**Exercise requirements**
Restating the data word for word is all that is required.

**Provided entries**
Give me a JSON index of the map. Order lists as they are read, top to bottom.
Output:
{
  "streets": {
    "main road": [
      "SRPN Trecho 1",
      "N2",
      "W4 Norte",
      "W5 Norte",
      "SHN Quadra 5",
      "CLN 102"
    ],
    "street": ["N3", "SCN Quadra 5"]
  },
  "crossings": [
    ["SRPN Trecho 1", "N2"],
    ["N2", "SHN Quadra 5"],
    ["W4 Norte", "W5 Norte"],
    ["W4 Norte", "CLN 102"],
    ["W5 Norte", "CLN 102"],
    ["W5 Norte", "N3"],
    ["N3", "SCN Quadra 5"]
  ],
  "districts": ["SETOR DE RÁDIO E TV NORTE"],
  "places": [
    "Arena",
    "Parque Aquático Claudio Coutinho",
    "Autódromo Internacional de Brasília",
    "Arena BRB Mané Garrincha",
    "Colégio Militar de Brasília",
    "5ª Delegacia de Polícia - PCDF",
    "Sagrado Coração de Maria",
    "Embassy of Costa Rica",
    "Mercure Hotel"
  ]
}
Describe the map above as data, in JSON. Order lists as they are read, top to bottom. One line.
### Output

**Answer to this problem**
Give me a JSON index of the map. Order lists as they are read, top to bottom.
Output:
{
  "streets": {
    "main road": [
      "SRPN Trecho 1",
      "N2",
      "W4 Norte",
      "W5 Norte",
      "SHN Quadra 5",
      "CLN 102"
    ],
    "street": ["N3", "SCN Quadra 5"]
  },
  "crossings": [
    ["SRPN Trecho 1", "N2"],
    ["N2", "SHN Quadra 5"],
    ["W4 Norte", "W5 Norte"],
    ["W4 Norte", "CLN 102"],
    ["W5 Norte", "CLN 102"],
    ["W5 Norte", "N3"],
    ["N3", "SCN Quadra 5"]
  ],
  "districts": ["SETOR DE RÁDIO E TV NORTE"],
  "places": [
    "Arena",
    "Parque Aquático Claudio Coutinho",
    "Autódromo Internacional de Brasília",
    "Arena BRB Mané Garrincha",
    "Colégio Militar de Brasília",
    "5ª Delegacia de Polícia - PCDF",
    "Sagrado Coração de Maria",
    "Embassy of Costa Rica",
    "Mercure Hotel"
  ]
}
Describe the map above as data, in JSON. Order lists as they are read, top to bottom. One line.
### Output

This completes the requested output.